Dataset excerpts
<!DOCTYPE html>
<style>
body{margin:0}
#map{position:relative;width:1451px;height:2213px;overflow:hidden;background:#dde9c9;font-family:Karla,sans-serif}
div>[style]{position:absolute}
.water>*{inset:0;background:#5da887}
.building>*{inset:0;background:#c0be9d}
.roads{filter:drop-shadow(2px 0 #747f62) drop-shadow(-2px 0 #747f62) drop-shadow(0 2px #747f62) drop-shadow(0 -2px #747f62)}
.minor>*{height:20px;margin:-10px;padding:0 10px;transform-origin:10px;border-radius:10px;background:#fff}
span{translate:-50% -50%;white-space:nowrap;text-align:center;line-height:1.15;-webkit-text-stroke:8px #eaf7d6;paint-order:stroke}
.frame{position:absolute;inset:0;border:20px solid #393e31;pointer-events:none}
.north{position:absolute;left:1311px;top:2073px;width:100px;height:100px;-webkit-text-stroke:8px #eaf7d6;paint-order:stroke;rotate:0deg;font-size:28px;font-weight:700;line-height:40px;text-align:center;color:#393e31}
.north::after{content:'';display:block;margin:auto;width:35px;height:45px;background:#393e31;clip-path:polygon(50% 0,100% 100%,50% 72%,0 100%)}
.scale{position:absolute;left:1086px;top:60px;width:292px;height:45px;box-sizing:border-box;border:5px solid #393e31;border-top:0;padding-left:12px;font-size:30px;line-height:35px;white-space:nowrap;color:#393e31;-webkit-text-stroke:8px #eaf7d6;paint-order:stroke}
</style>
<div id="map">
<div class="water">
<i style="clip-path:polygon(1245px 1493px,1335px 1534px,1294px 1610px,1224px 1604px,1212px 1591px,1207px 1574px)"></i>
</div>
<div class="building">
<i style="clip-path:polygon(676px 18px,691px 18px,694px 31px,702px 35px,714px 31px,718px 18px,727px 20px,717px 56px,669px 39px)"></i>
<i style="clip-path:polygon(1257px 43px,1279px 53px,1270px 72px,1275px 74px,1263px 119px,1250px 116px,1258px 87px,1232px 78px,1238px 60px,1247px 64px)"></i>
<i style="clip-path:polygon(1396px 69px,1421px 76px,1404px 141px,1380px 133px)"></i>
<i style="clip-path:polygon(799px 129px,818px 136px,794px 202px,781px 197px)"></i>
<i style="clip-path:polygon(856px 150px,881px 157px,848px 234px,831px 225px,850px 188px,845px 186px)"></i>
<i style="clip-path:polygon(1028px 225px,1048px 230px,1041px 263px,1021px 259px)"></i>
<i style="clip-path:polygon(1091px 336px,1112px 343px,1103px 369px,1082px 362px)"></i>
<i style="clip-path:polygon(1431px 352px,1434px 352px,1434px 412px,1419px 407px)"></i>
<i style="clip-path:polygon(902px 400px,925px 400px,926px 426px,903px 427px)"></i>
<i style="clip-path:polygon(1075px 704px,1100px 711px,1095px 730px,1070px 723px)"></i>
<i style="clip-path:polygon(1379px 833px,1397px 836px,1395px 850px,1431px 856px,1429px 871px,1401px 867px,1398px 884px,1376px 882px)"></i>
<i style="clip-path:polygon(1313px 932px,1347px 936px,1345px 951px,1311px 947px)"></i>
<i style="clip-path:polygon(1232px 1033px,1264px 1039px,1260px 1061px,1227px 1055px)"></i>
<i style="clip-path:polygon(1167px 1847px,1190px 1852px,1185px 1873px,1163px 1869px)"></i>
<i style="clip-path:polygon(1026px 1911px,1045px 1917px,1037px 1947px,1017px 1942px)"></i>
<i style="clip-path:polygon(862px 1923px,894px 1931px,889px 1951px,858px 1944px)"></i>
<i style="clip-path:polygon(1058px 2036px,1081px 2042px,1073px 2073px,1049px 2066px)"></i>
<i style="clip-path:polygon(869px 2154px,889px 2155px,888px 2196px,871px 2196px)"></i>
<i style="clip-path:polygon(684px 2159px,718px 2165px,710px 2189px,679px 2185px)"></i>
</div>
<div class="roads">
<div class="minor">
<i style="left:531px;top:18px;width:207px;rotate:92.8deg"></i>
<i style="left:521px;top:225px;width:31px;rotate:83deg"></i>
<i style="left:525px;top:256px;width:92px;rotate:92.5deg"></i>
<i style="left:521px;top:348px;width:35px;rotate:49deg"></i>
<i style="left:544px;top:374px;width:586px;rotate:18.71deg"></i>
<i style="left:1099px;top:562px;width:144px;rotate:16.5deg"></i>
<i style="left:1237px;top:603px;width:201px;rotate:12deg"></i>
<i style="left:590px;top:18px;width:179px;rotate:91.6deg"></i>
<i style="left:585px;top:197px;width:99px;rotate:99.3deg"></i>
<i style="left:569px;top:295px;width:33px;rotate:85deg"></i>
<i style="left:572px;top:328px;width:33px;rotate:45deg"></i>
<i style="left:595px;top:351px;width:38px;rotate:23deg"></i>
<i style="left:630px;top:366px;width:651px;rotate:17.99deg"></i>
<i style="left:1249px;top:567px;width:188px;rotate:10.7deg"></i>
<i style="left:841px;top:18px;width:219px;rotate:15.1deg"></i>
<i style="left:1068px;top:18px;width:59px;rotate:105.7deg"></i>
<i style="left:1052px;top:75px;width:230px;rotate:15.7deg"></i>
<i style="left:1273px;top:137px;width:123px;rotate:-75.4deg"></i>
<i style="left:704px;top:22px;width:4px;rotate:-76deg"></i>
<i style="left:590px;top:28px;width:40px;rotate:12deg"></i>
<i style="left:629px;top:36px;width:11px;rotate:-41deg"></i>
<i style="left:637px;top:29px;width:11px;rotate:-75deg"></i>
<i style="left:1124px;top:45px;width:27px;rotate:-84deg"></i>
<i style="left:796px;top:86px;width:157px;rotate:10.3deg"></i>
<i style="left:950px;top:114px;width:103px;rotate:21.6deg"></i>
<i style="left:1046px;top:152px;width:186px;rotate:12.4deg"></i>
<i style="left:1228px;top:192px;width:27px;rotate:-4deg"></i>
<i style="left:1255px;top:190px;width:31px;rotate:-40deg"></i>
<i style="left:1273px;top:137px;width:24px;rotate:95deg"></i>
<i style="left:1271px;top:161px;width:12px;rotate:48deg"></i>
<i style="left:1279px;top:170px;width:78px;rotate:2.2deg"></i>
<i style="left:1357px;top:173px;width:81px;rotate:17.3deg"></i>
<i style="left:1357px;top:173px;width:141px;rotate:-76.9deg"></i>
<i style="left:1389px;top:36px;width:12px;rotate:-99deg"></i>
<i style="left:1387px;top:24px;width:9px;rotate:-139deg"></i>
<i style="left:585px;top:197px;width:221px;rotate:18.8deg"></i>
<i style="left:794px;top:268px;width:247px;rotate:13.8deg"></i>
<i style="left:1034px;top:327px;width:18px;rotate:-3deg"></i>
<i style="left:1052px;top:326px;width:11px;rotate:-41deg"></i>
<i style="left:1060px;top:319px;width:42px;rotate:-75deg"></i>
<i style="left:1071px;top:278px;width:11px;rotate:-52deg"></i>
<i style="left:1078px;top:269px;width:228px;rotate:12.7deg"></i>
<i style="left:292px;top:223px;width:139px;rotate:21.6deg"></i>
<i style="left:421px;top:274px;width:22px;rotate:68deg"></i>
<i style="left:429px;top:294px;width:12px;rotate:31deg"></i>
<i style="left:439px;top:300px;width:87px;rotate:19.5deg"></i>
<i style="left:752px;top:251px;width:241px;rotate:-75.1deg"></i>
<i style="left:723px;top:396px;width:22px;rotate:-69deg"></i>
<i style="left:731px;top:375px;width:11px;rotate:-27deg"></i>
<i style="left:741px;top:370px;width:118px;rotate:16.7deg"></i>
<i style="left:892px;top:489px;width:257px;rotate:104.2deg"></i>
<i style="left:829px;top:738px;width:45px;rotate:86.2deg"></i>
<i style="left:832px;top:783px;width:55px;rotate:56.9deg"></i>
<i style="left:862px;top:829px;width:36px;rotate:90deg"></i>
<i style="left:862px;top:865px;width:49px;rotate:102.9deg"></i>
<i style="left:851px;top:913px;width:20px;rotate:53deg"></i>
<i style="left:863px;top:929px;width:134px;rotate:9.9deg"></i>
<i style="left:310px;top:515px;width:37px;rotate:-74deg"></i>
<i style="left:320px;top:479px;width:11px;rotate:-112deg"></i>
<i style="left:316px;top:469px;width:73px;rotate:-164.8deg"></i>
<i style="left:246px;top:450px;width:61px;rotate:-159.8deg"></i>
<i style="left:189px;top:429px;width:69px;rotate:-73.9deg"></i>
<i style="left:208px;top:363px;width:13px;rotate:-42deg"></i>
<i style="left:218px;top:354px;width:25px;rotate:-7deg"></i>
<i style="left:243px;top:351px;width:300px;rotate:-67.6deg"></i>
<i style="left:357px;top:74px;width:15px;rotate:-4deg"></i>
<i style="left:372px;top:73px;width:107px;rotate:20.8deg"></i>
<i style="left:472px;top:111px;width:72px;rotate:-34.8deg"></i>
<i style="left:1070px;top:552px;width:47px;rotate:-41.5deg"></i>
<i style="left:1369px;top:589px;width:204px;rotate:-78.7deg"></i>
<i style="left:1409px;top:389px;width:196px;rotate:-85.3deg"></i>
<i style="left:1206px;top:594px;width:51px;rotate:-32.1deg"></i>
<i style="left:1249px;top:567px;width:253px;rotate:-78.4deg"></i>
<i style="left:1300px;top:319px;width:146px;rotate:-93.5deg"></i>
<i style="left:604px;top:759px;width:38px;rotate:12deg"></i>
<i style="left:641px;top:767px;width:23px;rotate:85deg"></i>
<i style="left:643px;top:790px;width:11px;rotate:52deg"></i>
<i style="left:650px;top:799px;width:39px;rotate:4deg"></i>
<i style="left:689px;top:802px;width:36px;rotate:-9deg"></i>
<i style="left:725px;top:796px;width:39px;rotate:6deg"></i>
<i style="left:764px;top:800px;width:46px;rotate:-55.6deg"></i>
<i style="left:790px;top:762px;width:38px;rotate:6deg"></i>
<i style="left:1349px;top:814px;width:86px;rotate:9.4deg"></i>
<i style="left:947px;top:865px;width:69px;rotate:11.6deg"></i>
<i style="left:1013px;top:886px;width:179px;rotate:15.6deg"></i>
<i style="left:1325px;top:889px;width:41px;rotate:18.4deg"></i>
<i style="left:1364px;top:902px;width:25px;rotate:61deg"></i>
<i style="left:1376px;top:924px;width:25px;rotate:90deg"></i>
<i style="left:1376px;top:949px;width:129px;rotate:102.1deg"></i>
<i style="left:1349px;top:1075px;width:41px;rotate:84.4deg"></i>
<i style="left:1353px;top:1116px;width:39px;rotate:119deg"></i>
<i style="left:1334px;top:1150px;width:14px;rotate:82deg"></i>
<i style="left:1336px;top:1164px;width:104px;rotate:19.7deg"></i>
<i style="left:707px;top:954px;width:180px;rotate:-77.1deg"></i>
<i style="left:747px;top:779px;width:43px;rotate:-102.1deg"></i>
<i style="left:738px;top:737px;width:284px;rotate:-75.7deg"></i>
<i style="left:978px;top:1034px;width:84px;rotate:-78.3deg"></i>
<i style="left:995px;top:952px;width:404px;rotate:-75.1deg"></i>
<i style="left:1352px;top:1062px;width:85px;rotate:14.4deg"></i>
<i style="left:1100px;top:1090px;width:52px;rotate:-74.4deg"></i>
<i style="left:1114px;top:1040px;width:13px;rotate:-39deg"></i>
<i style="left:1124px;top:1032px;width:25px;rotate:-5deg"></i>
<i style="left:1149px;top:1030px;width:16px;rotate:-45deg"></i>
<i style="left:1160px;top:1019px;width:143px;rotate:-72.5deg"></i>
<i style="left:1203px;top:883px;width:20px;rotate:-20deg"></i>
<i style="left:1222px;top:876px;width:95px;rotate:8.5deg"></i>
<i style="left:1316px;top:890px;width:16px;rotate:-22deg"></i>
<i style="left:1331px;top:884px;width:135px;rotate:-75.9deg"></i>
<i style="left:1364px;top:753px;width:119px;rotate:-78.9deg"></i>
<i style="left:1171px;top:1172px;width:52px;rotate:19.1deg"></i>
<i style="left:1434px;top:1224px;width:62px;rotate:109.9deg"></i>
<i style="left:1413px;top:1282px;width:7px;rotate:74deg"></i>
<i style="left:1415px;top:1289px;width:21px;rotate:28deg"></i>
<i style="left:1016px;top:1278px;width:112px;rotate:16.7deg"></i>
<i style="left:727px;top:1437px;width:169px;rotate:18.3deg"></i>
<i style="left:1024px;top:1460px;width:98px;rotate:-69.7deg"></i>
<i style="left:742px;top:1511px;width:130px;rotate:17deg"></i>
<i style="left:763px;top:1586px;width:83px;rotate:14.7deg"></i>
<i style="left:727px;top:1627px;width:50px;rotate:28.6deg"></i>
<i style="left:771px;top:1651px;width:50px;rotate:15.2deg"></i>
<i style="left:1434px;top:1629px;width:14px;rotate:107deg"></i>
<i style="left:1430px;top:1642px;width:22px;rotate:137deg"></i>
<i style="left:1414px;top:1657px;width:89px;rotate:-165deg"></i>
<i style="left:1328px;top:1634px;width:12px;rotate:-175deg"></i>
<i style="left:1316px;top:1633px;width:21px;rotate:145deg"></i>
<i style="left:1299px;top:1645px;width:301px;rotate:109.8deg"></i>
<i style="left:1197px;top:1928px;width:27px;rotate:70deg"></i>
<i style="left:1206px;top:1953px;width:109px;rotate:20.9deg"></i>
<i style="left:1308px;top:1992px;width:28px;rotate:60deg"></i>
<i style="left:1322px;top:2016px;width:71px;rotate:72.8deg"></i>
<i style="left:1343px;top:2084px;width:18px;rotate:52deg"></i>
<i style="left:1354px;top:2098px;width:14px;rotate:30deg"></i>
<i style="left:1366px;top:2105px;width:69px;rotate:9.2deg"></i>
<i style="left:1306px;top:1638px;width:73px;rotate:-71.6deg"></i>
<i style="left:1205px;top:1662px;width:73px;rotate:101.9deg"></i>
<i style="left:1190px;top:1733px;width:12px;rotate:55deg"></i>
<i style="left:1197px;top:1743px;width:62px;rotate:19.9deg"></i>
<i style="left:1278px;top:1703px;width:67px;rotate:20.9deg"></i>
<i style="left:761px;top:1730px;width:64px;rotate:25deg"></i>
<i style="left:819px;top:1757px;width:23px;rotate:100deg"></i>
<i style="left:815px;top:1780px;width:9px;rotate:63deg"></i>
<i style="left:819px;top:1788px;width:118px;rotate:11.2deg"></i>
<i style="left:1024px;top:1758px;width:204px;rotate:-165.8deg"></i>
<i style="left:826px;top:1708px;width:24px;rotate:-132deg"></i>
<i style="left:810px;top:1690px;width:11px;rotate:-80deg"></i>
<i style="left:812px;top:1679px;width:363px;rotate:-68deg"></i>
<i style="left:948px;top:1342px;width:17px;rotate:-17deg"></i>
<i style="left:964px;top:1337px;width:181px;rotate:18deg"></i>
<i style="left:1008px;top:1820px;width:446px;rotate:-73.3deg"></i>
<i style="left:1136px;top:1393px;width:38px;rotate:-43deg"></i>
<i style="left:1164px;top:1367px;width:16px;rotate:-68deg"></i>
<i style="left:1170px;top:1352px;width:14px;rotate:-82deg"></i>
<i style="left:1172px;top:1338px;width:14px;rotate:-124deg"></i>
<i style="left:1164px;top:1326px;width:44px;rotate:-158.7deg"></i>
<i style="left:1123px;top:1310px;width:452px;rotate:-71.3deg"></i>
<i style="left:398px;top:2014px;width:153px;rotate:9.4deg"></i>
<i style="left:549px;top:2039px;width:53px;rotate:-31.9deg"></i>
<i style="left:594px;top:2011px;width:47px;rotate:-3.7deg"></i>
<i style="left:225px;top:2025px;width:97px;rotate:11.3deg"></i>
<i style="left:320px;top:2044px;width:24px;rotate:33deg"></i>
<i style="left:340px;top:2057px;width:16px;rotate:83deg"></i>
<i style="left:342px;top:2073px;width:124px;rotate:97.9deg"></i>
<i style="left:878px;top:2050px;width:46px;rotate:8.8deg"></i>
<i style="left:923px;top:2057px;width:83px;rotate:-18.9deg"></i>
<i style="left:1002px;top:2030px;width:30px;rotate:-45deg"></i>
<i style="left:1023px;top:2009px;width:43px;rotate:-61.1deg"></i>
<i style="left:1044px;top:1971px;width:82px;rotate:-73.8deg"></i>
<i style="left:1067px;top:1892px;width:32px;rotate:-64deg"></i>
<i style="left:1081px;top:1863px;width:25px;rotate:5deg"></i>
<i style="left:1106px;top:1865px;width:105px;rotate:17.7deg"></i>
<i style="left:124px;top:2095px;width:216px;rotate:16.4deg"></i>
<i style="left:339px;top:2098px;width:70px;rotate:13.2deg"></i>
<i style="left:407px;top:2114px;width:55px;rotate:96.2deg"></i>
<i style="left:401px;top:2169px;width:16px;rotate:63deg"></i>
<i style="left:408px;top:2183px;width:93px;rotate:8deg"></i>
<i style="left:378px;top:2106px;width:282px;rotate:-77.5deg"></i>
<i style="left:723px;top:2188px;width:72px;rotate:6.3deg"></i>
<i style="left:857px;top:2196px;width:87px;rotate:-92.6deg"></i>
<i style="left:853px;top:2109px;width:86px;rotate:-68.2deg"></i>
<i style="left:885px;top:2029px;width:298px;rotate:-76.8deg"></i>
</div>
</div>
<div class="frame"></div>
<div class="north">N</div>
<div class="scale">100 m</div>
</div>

● **Work item**
Reproduce the entries exactly, but only from their first line to the line holding "0 #747f62) drop-shadow(-2px", with that last line kept.

● **Problem solution**
<!DOCTYPE html>
<style>
body{margin:0}
#map{position:relative;width:1451px;height:2213px;overflow:hidden;background:#dde9c9;font-family:Karla,sans-serif}
div>[style]{position:absolute}
.water>*{inset:0;background:#5da887}
.building>*{inset:0;background:#c0be9d}
.roads{filter:drop-shadow(2px 0 #747f62) drop-shadow(-2px 0 #747f62) drop-shadow(0 2px #747f62) drop-shadow(0 -2px #747f62)}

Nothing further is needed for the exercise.